En bio, nous essayons de prévenir plutôt que de guérir en utilisant des produits. Nous utilisons des variétés résistantes. Ce n'est pas possible en viticulture en raison des appellations d'origine contrôlée (AOC) : la culture d'un cépage n'est évidemment pas possible n'importe où. C'est un peu différent en arboriculture. Les producteurs de pommes, notamment, s'appuient sur une génétique offrant une résistance permettant de s'affranchir d'un certain nombre de traitements.

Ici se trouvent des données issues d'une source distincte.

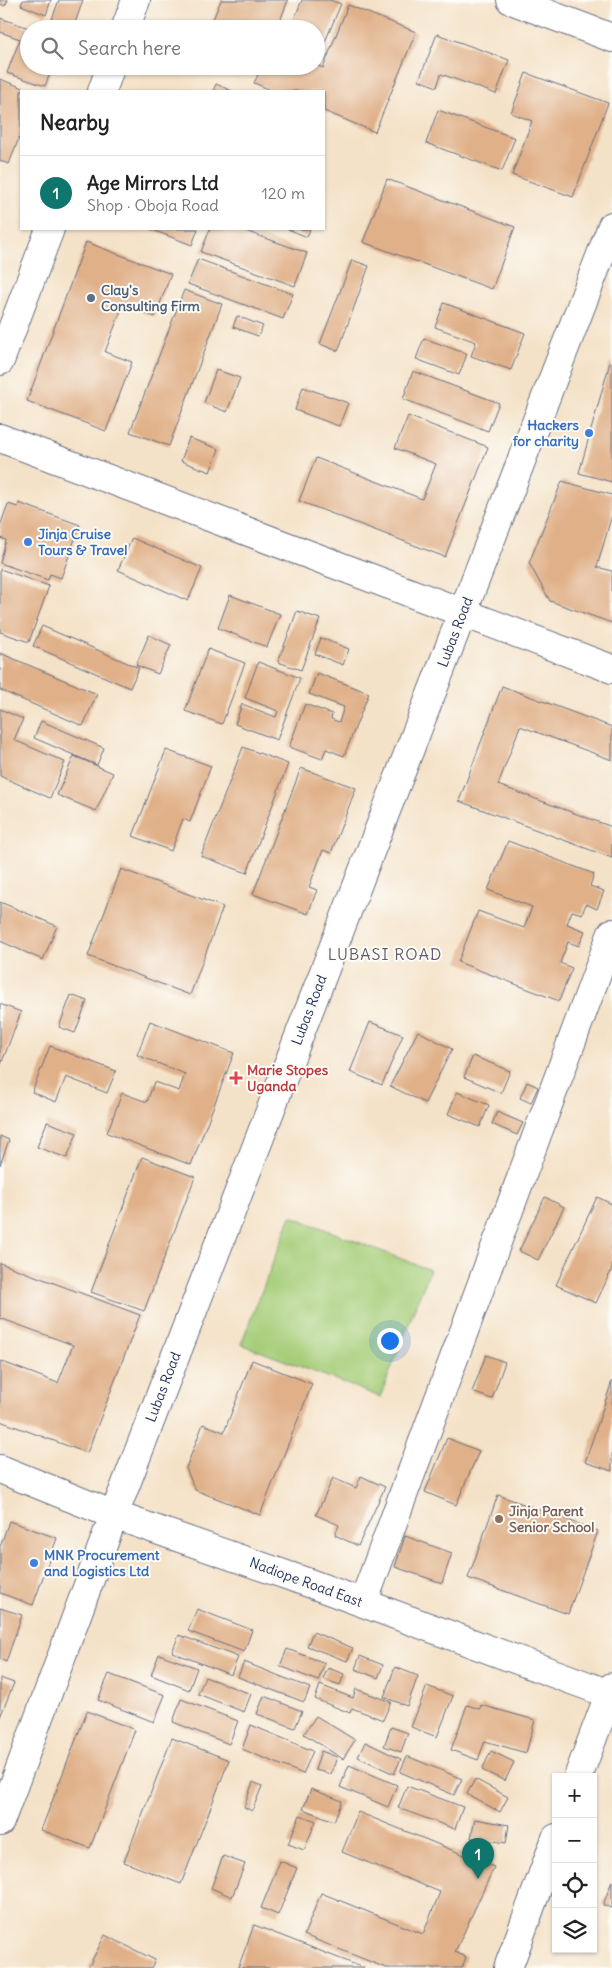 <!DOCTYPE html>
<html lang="en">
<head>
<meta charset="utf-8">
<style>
  body { margin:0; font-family:Delius,sans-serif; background:#f6f6f6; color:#222 }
  .controls { position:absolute; right:15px; bottom:15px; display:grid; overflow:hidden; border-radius:0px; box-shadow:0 1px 4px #0004 }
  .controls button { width:45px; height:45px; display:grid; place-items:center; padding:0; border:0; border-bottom:1px solid #e0e0e0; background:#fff; color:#222; font:25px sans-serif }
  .you { position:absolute; left:389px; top:1340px; width:18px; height:18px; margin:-12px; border:4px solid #fff; border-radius:50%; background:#1a73e8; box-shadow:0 0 0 8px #1a73e833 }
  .badge { display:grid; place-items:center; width:32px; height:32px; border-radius:50%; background:#0f766e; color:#fff; font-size:16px; font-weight:700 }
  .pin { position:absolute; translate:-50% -41px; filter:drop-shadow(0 1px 2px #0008) }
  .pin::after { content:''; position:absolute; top:26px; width:18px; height:15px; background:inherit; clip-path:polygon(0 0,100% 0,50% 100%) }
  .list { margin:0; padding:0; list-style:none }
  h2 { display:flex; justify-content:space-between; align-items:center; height:65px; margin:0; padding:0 20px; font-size:21px }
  h2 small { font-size:16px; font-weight:400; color:#767676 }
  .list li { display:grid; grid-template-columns:32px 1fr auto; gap:15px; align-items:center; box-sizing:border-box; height:75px; padding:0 20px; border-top:1px solid #e0e0e0 }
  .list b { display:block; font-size:19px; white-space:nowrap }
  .list p { margin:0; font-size:16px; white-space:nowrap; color:#767676 }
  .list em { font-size:16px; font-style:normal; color:#767676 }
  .icon { flex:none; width:28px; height:28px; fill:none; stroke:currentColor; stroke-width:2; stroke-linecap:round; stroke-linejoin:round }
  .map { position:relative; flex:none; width:612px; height:1968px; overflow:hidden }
  .search { position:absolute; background:#fff; box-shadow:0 1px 4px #0004; left:20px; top:20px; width:305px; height:55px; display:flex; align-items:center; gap:12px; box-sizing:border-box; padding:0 18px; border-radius:28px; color:#767676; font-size:19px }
  .panel { position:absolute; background:#fff; box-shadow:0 1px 4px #0004; left:20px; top:90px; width:305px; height:140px; border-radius:0px }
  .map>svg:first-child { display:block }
  .green { fill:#a6cd78; stroke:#607e6b }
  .building { fill:#e0b088 }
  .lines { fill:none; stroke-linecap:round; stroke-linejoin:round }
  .minor-casing { stroke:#676e83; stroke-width:30 }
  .minor { stroke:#fff; stroke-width:28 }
  .service-dot { fill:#5c6f8a; stroke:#fdfcf7; stroke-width:2 }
  .shop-dot { fill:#3f7fe0; stroke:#fdfcf7; stroke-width:2 }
  .health-dot { fill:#e0444e; stroke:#fdfcf7; stroke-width:2 }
  .education-dot { fill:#8d6e63; stroke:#fdfcf7; stroke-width:2 }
  .labels { text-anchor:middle; stroke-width:4; stroke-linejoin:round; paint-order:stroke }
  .service-label { font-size:14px; font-weight:bold; fill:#4e5e75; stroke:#fdfcf7; text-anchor:start }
  .shop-label { font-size:14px; font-weight:bold; fill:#366cbe; stroke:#fdfcf7; text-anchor:start }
  .street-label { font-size:14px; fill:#1b2f5e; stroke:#fdfcf7 }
  .health-label { font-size:14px; font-weight:bold; fill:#be3a42; stroke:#fdfcf7; text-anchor:start }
  .education-label { font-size:14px; font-weight:bold; fill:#785e54; stroke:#fdfcf7; text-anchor:start }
  .quarter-label { font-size:16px; letter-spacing:1px; fill:#605c6d; stroke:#fdfcf7 }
</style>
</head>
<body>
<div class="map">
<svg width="612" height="1968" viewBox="0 0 612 1968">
  <rect width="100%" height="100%" fill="#fdfcf7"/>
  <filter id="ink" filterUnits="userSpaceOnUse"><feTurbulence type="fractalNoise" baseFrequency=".02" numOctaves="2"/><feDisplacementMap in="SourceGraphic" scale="10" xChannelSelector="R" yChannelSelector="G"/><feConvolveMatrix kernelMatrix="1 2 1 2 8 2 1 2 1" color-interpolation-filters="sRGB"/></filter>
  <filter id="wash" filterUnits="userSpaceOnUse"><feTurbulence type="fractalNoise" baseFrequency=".0096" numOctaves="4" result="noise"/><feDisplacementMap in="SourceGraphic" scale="20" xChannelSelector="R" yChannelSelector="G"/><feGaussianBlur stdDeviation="1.12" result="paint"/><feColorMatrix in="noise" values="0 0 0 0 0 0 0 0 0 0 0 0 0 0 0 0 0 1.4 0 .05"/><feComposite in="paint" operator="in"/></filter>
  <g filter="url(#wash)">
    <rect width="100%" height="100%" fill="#f4e2c8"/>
    <!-- green -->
    <path class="green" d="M291,1216L430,1270L380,1397L241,1344Z"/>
    <g id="blocks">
      <!-- building -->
      <path class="building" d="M0,0H8L5,6L0,4Z
        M23,0H51L46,15L21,5Z
        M59,0H83L73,29L49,27Z
        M221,0H288L277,29H209Z
        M302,0H330L341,4L316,63V29H290Z
        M348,5L416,32L375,132L324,111V91H273L254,83L258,75L238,66L316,65L323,68Z
        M0,18L29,28V66H53L45,86L7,73L20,39L0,32Z
        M437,34L509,60L496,94L441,74L437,87L419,80Z
        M526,73L608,103L573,197L512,175L532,121L511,113Z
        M0,79L31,91H21V133L9,164L0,161Z
        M216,84L232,91H213Z
        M438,110L515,138L502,171L426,143Z
        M387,179L515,227L492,289L363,242Z
        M150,229H198L192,245Z
        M210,229H240L307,253L295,286L201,252Z
        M288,229H310L307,237Z
        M86,242L171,274L155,317L123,305L105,352L132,362L106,431L27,401Z
        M198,259L293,294L283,319L188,284Z
        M352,260L369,266L338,351L320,344Z
        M184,290L222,304L169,446L130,432Z
        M444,303L525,333L511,370L471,356L476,342L435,327Z
        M237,316L263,326L258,336L233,327Z
        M424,338L467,354L459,375L416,359Z
        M610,362L612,363V482L579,473Z
        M216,370L240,378L227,412L204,403Z
        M413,371L499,403L488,431L403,399Z
        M303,387L348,403L339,426L295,410Z
        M408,416L488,447L445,557L299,501L316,458L422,499L436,464L395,448Z
        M189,438L219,449L210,472L181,461Z
        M562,481L612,495V515L597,567L612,571V623L550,601L529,563Z
        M19,503L80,525L61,578L50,574L48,580L0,563L6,540L0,538V526L8,504L18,507Z
        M132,538L202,568L188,601L118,570Z
        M0,569L49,586L29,642L0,632Z
        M230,595L280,614L267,647L218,628Z
        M297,611L320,619L301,670L278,662Z
        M42,626L139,668L130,688L33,646Z
        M149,635L171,645L158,674L136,665Z
        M321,638L349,649L343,665L315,654Z
        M208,649L245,663L222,724L185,711Z
        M0,653L97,694L83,726L0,690Z
        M258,662L300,678L277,740L235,724L242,704L276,717L278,711L245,698Z
        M317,673L369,693L344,756L326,749L322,759L289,747L305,704L332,714L331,719L339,722L344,707L309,694Z
        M502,686L612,727V760L520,726L498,785L612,827V858L459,801Z
        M0,709L23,719L14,740L65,762L50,798L0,776Z
        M41,721L104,748L97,765L34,738Z
        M243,747L288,764L247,873L201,856Z
        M166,750L211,766L190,822L183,819L171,851L133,836Z
        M74,756L113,773L96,811L57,795Z
        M301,768L356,788L331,853L323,850L309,887L317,890L308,914L253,894Z
        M508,841L594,874L590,886L604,891L597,909L586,904L582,914L572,911L567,924L585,931L579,946L568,942L560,963L572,968L559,1001L458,962L478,911L524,928L532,907L488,890Z
        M121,869L223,907L190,995L88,956Z
        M0,902L57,926L43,960L0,941Z
        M71,995L87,1001L75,1033L59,1027Z
        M0,1004L21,1012L0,1067Z
        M150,1021L234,1053L191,1165L107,1133L122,1093L147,1102L154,1082L179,1091L185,1074L137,1055Z
        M370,1022L403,1035L382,1085L350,1072Z
        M418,1031L452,1049L425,1103L390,1086Z
        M50,1046L116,1071L107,1093L66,1077L56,1102L32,1092Z
        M473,1056L510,1071L501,1093L464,1077Z
        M527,1082L538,1087L531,1103L520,1098Z
        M457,1092L489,1105L480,1127L448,1114Z
        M497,1112L523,1123L517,1135L492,1124Z
        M47,1122L77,1133L67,1158L37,1147Z
        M0,1136L9,1140L0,1165Z
        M142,1157L195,1177L144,1311L91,1292Z
        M545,1197L564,1207L538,1260L519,1251Z
        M597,1197L612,1204V1269L596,1303L556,1285Z
        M0,1263L140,1315L87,1453L0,1421V1361L58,1383L73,1345L0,1318Z
        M486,1355L505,1362L492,1399L472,1392Z
        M252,1360L312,1384L260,1515L195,1490L186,1468L203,1424L224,1432Z
        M612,1381V1471L585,1462Z
        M447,1438L479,1451L456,1505L425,1492Z
        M361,1476L385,1487L358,1546L335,1535L339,1525L316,1515L333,1478L356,1488Z
        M498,1495L598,1531L568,1614L468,1578Z
        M9,1521L57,1538L33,1605L0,1593V1547Z
        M405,1536L452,1553L442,1583L395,1567Z
        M0,1608L22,1615L6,1662L0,1659Z
        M197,1609L252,1630L244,1652L188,1631Z
        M313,1632L353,1648L347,1661L307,1646Z
        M179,1635L238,1657L231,1675L172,1652Z
        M287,1649L325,1663L318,1681L280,1666Z
        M159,1654L197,1668L189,1690L151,1675Z
        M360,1656L383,1665L378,1678L355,1669Z
        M244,1662L310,1688L304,1702L238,1677Z
        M395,1667L418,1676L407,1706L384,1697Z
        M328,1668L344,1674L340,1685L323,1679Z
        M109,1674L165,1695L154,1722L98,1700Z
        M205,1677L251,1694L244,1712L198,1694Z
        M0,1678L14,1683L0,1717Z
        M320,1685L353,1698L356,1689L391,1702L383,1720L352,1708L350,1713L315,1699Z
        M427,1686L453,1696L437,1737L411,1727Z
        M264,1696L302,1711L295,1728L257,1714Z
        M181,1699L238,1721L229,1744L173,1722Z
        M467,1705L480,1709L481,1705L535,1720L526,1753L485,1741L478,1760L451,1750Z
        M87,1711L135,1730L90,1848L41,1830Z
        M316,1716L355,1740L343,1759L304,1734Z
        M251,1725L313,1751L303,1774L242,1749Z
        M391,1727L408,1733L401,1752L384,1746Z
        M172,1738L229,1760L181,1884L124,1862Z
        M365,1742L401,1759L394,1774L358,1757Z
        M321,1751L337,1757L331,1774L315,1770Z
        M491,1751L514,1762L505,1781L482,1770Z
        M407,1756L462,1779L454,1795L400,1772Z
        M349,1765L397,1785L388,1807L340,1787Z
        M475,1779L508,1797L500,1812L467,1794Z
        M253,1782L262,1786L252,1811L244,1807Z
        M407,1786L463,1807L455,1829L398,1808Z
        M311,1789L342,1801L334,1821L303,1809Z
        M358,1812L494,1867L455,1952L466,1957L462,1968H386L304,1935L321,1893L423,1934L440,1892L342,1852Z
        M300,1815L316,1821L304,1850L288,1844Z
        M475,1819L509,1825L506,1843L471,1838Z
        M223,1856L245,1864L232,1897L211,1888Z
        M280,1861L297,1868L278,1915L261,1908Z
        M612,1881V1908L603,1905Z
        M254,1925L364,1968H238Z
        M105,1935L155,1960L151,1968H88Z"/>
    </g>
  </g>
  <g filter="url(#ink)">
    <use href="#blocks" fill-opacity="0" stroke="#676e83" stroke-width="1"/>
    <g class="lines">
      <!-- minor casing -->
      <g class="minor-casing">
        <path id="minor" d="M511,0L612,38
          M125,29L136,0
          M102,91L111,66
          M0,361L50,229
          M0,438L612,669
          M0,1469L114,1515L312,1584L612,1695
          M363,1603L612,933
          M578,1777L612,1687
          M0,1822L114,1515L612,226
          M508,1968L556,1838"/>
      </g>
      <!-- minor -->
      <use href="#minor" class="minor"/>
    </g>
  </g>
  <!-- markers -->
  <circle class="service-dot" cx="91" cy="298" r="5"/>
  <g class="shop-dot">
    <circle cx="589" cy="433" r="5"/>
    <circle cx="28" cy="542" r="5"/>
    <circle cx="34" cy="1563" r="5"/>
  </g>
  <path class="health-dot" d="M233.5 1070.5h5v5h5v5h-5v5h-5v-5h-5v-5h5z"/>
  <circle class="education-dot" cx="499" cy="1519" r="5"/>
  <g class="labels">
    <!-- service labels -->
    <g class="service-label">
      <text x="101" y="295">Clay's<tspan x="101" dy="16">Consulting Firm</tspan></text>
    </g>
    <!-- shop labels -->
    <g class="shop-label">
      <text x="579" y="430" text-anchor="end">Hackers<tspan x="579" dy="16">for charity</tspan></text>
      <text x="38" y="539">Jinja Cruise<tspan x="38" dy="16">Tours &amp; Travel</tspan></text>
      <text x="44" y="1560">MNK Procurement<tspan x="44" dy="16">and Logistics Ltd</tspan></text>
    </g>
    <!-- street labels -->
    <g class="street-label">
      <text transform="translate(455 632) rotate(-69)" y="5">Lubas Road</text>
      <text transform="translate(309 1010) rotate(-69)" y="5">Lubas Road</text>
      <text transform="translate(163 1387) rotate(-69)" y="5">Lubas Road</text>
      <text transform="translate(306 1582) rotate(20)" y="5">Nadiope Road East</text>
    </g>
    <!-- health labels -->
    <g class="health-label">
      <text x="247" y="1075">Marie Stopes<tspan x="247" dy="16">Uganda</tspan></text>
    </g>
    <!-- education labels -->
    <g class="education-label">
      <text x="509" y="1516">Jinja Parent<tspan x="509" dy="16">Senior School</tspan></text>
    </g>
    <!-- quarter labels -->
    <g class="quarter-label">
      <text x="385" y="960">LUBASI ROAD</text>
    </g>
  </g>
</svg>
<div class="controls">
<button>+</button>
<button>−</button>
<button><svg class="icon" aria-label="locate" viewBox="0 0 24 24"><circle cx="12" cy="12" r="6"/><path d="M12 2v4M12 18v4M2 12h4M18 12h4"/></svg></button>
<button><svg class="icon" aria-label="layers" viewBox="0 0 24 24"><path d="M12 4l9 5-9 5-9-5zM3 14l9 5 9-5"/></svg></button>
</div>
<div class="you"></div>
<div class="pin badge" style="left:478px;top:1879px">1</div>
<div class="search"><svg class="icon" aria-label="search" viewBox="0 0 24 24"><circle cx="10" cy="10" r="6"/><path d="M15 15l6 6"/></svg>Search here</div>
<section class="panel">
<h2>Nearby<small></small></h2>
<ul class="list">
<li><span class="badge">1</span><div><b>Age Mirrors Ltd</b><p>Shop · Oboja Road</p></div><em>120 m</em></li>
</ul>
</section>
</div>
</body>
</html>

Nous avons des problèmes de mildiou sur la pomme de terre. Tout comme en viticulture ou en arboriculture, des variétés résistantes existent aujourd'hui. Mais il y a un problème d'adéquation entre production et consommation : on nous demande des variétés qui ne sont pas résistantes. Si je fais de l'Allians, une variété de pommes de terre résistante, j'aurai donc des difficultés à la vendre. Mais pour faire des Charlotte, je suis obligé de mettre de la bouillie bordelaise lorsqu'il pleut. On ne peut pas déconnecter la production de la consommation. Pour préserver l'environnement, les consommateurs doivent comprendre qu'il y a peut-être des variétés à choisir ou des produits à privilégier.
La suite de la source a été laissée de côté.